Without quite plumbing the hobbling depths of King’s work there is something so apposite about an author with writer’s block being haunted by a blank sheet of paper. In this case the paper shapes itself into a curmudgeonly homunculous berating Orullian’s protagonist for his lack of productivity with the refrain You owe the paper.
There are other lines to smile at as they batter against the fourth wall.
“Imagination is more important than knowledge.” A pithy saying to comfort those who detour past college to start life.
Resting on his laurels, or maybe planting them was closer.
And finally then
I want to write, I need to write but what do I write?
Merchants have Maxims, by Cat Rambo
As I sit pondering the UK’s current political crises, it seems fitting to end this half of the review on a story about trade, trade gods, and establishing new markets. Dammit Brexit you hunt me down everywhere!

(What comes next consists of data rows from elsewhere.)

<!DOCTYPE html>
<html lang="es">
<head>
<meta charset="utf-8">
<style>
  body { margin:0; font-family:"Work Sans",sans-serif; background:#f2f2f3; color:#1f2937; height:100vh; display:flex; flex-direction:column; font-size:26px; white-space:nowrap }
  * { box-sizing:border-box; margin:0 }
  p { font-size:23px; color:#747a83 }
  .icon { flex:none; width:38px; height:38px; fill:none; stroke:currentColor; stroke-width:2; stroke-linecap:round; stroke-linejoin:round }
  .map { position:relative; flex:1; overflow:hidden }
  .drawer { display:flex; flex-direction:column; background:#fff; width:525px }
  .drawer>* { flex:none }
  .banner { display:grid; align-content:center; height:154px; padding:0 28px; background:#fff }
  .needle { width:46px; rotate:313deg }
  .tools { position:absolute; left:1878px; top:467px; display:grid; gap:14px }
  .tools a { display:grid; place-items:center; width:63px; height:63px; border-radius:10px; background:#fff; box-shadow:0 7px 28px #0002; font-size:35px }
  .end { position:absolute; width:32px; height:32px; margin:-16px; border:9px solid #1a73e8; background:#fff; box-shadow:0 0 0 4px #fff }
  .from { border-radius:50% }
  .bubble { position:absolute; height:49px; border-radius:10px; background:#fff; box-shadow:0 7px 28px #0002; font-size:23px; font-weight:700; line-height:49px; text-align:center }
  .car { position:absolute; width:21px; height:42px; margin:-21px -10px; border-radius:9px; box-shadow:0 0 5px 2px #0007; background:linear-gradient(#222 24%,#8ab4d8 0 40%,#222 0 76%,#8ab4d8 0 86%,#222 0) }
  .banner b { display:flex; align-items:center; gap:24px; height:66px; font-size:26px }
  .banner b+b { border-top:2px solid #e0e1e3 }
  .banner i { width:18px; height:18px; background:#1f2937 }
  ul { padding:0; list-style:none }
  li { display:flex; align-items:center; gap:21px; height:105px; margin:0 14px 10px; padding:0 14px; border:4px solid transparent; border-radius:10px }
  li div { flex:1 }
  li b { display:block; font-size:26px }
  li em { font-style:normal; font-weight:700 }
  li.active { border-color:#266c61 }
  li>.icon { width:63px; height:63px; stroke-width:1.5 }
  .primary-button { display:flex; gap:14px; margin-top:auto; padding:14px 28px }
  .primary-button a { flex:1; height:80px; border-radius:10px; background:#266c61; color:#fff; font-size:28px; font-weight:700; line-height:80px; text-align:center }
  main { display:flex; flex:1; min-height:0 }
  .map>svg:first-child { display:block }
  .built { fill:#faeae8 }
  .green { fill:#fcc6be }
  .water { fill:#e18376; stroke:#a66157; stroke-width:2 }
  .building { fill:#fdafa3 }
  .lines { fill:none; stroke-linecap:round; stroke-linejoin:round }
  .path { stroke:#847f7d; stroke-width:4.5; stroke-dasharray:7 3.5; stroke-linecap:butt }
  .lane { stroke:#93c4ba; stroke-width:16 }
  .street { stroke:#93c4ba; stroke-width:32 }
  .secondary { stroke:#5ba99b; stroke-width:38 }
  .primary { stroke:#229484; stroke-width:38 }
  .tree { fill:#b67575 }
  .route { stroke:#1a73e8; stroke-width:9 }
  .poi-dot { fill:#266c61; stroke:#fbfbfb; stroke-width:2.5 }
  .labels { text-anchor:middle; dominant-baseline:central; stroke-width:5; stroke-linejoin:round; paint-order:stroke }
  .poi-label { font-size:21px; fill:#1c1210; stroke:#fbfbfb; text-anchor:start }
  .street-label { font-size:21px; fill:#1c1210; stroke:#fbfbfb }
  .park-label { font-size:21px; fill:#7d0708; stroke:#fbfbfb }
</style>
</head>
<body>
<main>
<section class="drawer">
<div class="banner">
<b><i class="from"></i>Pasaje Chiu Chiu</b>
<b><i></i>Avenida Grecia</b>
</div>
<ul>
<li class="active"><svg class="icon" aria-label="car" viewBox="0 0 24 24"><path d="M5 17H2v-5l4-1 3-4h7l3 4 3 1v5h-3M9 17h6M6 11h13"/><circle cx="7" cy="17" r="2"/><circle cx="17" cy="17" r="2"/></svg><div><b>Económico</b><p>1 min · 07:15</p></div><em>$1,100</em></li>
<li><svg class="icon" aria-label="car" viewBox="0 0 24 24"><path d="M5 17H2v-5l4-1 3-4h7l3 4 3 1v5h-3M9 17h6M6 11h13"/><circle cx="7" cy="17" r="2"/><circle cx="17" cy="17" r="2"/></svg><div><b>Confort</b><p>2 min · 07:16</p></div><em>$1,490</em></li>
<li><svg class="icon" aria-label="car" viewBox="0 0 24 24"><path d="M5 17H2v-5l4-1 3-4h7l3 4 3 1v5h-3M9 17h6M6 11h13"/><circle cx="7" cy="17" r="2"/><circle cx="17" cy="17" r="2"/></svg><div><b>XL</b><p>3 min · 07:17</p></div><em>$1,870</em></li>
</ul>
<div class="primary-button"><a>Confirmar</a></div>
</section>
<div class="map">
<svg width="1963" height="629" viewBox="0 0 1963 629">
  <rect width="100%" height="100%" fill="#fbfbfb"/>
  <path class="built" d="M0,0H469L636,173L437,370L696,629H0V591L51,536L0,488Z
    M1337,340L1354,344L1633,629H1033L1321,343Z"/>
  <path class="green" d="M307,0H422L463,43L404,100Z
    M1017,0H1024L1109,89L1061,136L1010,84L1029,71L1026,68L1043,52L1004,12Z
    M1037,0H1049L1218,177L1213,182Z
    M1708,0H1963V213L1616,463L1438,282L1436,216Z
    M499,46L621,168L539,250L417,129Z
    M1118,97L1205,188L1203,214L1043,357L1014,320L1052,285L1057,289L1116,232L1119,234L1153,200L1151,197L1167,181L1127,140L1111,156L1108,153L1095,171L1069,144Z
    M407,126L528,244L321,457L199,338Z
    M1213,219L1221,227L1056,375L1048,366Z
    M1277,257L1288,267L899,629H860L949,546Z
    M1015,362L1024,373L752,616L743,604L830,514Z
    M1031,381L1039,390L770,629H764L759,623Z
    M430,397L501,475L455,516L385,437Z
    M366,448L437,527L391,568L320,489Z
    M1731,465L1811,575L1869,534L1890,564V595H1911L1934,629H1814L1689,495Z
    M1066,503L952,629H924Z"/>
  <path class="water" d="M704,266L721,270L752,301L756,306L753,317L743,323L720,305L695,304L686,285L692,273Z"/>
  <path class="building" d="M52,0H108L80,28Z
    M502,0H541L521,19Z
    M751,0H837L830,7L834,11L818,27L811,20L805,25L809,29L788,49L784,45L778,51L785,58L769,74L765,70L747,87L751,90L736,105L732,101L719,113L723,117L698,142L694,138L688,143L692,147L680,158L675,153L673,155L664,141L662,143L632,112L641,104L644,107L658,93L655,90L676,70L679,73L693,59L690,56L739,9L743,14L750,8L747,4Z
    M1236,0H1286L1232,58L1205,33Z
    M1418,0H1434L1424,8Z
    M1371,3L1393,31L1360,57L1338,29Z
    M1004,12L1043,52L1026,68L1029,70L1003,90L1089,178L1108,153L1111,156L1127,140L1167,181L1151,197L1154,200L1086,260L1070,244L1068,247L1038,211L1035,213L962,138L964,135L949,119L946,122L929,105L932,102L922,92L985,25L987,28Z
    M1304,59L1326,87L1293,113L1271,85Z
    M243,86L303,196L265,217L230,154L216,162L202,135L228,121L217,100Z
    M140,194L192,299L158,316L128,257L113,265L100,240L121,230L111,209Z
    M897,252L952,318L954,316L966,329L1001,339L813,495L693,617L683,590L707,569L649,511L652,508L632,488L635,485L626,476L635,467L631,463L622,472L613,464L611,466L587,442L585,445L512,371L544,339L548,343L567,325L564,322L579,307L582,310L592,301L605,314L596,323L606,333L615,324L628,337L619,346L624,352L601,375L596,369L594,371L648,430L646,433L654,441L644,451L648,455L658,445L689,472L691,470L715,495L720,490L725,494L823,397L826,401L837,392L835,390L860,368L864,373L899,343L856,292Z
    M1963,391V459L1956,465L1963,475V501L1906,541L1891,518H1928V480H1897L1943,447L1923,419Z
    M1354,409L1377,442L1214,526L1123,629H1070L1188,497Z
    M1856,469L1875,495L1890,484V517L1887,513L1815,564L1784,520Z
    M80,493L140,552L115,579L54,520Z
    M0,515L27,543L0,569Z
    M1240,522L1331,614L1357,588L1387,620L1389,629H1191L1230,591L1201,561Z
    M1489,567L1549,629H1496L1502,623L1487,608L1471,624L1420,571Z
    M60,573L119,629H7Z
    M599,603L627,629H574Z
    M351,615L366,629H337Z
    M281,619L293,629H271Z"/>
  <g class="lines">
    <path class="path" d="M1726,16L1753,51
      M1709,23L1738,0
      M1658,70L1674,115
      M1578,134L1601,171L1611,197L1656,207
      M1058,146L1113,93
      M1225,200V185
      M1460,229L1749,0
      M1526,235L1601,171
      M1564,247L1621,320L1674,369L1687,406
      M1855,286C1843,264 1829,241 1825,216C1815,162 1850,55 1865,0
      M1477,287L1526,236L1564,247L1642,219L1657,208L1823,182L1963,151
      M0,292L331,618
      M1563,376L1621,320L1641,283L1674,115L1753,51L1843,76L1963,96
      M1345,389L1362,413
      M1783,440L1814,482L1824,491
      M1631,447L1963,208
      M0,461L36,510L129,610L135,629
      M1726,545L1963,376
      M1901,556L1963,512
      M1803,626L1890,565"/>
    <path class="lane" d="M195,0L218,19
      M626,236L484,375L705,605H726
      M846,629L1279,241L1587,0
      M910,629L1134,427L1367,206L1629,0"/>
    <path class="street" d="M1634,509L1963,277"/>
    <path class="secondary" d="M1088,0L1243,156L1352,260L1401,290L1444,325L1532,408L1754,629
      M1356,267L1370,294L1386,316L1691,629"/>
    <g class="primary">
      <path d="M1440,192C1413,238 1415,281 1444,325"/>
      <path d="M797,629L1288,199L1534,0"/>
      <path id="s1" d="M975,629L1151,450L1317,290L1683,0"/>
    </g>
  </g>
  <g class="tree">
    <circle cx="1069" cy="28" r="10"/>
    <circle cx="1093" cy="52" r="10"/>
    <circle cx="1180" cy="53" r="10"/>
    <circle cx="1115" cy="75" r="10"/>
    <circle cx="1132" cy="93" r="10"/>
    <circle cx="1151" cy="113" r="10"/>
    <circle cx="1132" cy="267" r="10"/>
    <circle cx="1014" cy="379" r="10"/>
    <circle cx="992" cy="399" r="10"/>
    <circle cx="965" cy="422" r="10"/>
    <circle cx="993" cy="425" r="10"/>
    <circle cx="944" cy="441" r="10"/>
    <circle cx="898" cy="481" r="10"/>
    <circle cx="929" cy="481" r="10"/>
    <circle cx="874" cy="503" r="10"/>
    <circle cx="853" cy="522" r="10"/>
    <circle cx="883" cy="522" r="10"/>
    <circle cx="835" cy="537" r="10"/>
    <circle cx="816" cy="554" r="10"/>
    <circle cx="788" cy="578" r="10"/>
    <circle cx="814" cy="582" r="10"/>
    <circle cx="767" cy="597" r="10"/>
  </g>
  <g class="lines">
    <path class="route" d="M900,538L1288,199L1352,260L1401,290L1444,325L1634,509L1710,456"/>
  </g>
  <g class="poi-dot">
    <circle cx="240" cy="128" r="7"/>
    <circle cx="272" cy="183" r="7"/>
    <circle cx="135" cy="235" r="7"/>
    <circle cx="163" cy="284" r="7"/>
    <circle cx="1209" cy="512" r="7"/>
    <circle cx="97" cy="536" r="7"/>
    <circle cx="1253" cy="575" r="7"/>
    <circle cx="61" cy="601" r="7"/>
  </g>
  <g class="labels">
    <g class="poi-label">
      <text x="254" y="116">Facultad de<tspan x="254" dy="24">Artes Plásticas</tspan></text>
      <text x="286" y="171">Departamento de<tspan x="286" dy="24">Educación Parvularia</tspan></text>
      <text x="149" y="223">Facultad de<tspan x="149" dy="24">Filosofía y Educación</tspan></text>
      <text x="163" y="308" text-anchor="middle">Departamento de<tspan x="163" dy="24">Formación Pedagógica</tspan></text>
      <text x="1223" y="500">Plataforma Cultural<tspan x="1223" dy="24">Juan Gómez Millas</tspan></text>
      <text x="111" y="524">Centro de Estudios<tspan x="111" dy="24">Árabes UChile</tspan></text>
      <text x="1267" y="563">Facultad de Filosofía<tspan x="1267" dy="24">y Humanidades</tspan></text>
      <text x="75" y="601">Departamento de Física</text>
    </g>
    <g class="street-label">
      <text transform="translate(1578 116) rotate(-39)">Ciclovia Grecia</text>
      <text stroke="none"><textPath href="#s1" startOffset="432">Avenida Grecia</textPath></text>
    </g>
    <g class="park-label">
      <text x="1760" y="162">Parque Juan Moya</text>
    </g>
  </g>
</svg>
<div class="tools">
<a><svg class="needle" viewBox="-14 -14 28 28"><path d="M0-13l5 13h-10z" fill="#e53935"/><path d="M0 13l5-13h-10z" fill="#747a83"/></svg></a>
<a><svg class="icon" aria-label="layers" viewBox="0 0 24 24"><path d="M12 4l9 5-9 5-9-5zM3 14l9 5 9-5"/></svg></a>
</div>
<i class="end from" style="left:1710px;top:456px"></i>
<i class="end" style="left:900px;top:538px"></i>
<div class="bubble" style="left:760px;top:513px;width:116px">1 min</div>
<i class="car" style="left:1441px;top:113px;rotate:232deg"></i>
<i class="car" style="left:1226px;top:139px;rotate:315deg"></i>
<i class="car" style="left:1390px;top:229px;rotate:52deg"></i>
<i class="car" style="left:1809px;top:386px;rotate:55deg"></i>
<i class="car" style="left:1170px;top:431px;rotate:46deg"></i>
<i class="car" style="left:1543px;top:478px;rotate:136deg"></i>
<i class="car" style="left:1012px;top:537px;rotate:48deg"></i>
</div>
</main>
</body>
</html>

Rambo’s tale takes a bunch of shipwrecked merchants through an atmospherically described jungle to a temporary refuge to await passage back home. Rambo bleeds a lot of information efficiently into the narrative to ensure you start immersed in the story but also informed.
The world building has many nice touches, currency names for boats with each coin’s value in proportion to the size of the vessel it is named for. Merchants, like the protagonist Essa, are addicted to their journals as fervently as a modern teenager to their mobile phones.
Their sweaty sojourn in a humid jungle is brought to a crisis with a mysterious death and I do like a good Agatha Christie – in this case maybe Murder in the Amazon more than Murder on the Nile.
This is a well-crafted tale but it can still point a finger from fantasy back to our own grim real world of exploitation and advantage, not least in this line where one merchant leader defends the unbalanced status quo.
Money goes to the rich so then it will flow downward, administered by their wise hands.
Trickle-down economics works nowhere – but Cat Rambo’s story is an enchanting mix of the Marco Polo style exploration and more sinister psychological peril.
So here ends the first half of my review of Unfettered III – plenty of interest and variety to entertain and still another 370 pages to go!